Quando fu necessario—per dare immediato soccorso—violare disposizioni burocratiche, dare un graffio a qualche regolamento statutario, Alessandrina Ravizza lo fece, impavida.
Diceva:—Questo non mi riguarda. Chi soffre non deve aspettare. Chi soffre può morire.
E andava avanti.
Le casse di risparmio, le banche non esistevan, per lei, che sotto forma di fulgide cornucopie, pronte a versar piogge d'oro sulla testa dei nullatenenti.
E fu gaia, fra tanti spasimi: la sua risata sana, gagliarda, omerica, agiva come un tonico, squillava come una diana.
Ai potenti della terra, associazioni o individui che fossero, re di corona o di censo, governi di stato o monopolii di denaro, si rivolse da uguale ad uguale. Le sue richieste, le sue raccomandazioni avevano assai volte il tono sicuro ed alto del creditore che reclama il dovuto. Per un lurido straccione dalle scarpe slabbrate ella avrebbe forzate le porte delle reggie. Non ricevette mai un no. Appariva investita d'un diritto divino: portava sul petto la croce di guerra della miseria.
In fondo, a somiglianza della massima parte de' suoi patrocinati, anch'essa era una fuoruscita. Aveva il loro sangue nelle sue vene.
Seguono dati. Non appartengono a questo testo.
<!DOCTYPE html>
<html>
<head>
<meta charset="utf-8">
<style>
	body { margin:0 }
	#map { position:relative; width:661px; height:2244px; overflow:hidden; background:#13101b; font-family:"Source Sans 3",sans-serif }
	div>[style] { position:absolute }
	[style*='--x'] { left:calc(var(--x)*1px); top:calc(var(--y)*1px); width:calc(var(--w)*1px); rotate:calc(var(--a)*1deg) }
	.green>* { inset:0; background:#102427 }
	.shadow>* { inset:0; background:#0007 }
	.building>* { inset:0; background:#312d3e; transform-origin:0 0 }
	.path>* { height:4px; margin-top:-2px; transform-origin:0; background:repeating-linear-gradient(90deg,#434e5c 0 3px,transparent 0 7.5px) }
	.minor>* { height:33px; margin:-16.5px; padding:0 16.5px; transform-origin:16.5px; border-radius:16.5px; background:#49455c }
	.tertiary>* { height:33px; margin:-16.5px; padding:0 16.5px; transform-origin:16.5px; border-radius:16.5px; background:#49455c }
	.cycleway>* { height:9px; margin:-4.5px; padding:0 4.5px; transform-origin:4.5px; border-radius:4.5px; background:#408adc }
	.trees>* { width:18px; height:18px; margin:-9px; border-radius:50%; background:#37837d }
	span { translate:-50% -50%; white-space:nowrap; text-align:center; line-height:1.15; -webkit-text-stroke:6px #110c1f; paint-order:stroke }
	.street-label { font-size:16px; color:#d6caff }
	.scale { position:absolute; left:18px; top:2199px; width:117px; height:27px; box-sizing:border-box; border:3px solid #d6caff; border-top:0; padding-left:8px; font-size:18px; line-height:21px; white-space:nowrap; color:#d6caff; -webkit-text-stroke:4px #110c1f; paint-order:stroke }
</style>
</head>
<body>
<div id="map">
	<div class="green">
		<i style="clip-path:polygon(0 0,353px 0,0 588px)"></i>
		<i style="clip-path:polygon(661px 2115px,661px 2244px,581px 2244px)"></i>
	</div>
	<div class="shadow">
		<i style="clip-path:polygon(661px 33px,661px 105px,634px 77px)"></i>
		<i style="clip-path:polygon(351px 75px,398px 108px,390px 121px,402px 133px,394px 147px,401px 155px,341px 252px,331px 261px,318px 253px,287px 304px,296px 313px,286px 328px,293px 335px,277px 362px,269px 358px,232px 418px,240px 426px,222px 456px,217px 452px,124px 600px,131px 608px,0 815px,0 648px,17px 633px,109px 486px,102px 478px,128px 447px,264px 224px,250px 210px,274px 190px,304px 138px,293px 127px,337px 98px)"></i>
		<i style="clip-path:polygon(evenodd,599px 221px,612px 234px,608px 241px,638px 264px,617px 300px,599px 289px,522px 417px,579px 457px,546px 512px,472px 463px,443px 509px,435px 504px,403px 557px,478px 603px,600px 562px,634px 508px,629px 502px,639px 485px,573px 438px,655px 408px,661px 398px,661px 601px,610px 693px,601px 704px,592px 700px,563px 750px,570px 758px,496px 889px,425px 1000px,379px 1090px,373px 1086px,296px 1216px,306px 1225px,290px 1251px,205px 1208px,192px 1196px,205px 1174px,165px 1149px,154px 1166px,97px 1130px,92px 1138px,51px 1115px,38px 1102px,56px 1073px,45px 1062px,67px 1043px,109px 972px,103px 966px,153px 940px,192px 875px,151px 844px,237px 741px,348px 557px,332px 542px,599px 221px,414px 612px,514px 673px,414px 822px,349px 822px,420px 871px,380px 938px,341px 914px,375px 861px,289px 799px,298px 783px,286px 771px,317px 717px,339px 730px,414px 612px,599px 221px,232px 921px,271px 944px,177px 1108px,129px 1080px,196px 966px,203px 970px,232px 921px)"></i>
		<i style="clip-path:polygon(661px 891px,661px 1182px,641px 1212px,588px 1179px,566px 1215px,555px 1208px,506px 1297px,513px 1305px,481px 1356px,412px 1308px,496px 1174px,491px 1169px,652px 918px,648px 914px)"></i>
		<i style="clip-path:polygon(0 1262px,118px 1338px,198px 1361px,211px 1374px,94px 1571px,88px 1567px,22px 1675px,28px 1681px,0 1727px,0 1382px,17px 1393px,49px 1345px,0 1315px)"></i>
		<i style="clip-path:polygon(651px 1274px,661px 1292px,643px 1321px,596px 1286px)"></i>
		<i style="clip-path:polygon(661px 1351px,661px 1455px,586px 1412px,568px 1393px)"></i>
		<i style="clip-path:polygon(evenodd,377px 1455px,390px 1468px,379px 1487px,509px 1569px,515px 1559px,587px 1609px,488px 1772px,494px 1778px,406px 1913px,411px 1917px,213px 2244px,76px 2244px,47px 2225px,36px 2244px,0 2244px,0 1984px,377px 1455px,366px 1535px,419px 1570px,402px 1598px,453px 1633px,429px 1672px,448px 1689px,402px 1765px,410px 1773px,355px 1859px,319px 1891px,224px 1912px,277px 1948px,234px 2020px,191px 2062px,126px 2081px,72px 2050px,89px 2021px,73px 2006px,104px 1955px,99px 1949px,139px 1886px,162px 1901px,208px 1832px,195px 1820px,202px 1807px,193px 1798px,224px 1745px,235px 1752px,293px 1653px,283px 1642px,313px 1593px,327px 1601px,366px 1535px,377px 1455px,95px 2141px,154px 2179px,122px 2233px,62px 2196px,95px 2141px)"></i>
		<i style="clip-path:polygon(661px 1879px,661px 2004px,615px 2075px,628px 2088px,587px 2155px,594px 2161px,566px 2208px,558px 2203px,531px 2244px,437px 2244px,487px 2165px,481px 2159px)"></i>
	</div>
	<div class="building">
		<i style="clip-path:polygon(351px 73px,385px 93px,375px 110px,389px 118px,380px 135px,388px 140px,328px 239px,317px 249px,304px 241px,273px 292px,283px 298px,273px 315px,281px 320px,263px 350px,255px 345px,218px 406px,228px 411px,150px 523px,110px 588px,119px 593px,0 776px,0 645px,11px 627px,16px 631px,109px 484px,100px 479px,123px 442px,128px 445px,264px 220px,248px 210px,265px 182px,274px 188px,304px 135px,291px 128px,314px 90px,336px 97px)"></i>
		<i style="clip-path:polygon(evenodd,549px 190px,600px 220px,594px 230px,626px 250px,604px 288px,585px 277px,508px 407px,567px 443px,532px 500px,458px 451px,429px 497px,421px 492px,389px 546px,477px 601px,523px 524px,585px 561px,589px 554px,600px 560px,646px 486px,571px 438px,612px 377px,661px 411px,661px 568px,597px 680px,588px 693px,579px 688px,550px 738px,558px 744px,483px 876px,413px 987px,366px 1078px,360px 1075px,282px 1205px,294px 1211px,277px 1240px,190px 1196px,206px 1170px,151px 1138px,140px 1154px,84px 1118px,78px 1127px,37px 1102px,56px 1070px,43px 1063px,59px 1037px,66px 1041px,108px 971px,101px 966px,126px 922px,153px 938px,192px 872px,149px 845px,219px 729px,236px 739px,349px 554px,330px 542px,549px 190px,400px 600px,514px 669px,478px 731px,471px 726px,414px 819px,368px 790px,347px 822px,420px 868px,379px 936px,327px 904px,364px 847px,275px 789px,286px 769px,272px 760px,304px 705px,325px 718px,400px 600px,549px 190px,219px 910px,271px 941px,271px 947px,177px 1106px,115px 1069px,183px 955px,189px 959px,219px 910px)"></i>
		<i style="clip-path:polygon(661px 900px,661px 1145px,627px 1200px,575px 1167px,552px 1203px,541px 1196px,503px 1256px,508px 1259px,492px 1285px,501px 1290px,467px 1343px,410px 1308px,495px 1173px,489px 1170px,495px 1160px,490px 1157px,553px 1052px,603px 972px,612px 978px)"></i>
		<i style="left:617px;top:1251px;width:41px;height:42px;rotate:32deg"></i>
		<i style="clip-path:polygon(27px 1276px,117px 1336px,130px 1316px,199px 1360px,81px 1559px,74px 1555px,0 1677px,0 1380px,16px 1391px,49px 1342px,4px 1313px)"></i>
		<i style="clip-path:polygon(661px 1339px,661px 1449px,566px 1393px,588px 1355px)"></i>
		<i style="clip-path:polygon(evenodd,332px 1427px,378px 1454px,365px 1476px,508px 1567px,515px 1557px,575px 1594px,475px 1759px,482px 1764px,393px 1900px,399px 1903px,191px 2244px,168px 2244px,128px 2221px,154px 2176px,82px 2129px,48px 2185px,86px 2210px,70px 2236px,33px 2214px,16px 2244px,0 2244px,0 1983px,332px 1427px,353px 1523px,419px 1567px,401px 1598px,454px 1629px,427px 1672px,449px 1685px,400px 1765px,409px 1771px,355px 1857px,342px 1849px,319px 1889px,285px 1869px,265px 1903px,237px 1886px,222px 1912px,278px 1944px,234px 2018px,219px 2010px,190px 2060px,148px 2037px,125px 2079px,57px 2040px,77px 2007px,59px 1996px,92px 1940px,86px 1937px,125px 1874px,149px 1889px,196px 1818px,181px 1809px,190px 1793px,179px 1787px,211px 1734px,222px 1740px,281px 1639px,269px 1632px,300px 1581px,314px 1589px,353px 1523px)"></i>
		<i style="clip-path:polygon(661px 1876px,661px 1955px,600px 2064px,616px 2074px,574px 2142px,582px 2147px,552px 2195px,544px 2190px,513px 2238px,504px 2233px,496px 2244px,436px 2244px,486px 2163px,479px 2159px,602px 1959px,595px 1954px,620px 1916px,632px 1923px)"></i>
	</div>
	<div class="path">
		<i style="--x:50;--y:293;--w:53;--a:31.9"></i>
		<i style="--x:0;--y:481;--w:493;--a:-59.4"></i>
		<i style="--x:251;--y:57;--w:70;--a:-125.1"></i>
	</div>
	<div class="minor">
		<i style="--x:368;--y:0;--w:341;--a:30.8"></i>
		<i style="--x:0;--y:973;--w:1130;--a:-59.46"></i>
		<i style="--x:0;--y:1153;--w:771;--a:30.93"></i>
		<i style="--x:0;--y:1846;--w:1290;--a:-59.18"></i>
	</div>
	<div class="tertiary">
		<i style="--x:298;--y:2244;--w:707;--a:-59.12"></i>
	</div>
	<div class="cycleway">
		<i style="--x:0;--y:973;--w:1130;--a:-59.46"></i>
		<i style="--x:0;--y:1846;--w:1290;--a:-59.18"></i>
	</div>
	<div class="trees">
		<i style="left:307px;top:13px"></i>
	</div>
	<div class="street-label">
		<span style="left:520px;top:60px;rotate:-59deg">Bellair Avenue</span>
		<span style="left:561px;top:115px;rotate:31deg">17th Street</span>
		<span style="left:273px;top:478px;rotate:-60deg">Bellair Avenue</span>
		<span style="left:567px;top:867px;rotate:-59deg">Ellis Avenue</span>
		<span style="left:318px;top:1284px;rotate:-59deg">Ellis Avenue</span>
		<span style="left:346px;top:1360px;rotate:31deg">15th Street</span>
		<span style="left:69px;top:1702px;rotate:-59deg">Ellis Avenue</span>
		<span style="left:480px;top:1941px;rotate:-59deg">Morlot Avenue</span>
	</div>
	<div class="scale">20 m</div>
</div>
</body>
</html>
Nessuno meglio di lei comprese ed amò i vagabondi per i sentieri dell'utopia, i ribelli alle solite quattro pareti con le solite quattro sedie intorno alla tavola, i sognatori per i quali la strada è preferibile alla casa, la scorciatoia alla strada, il bosco alla scorciatoia, le stelle dei cieli ai comignoli dei tetti: gli evasi dall'equilibrio comune, i rappresentanti del libero istinto, che non conosce nè accetta catene.
Ma al disopra del normale ella s'innalzò, in un senso elevatissimo di moralità e di poesia: per creare, non per distruggere: per l'ideale d'una nuova filosofia della vita, in un benessere umano senza coercizioni: per bisogno di più largo volo, di più chiara luce, di più serena bellezza.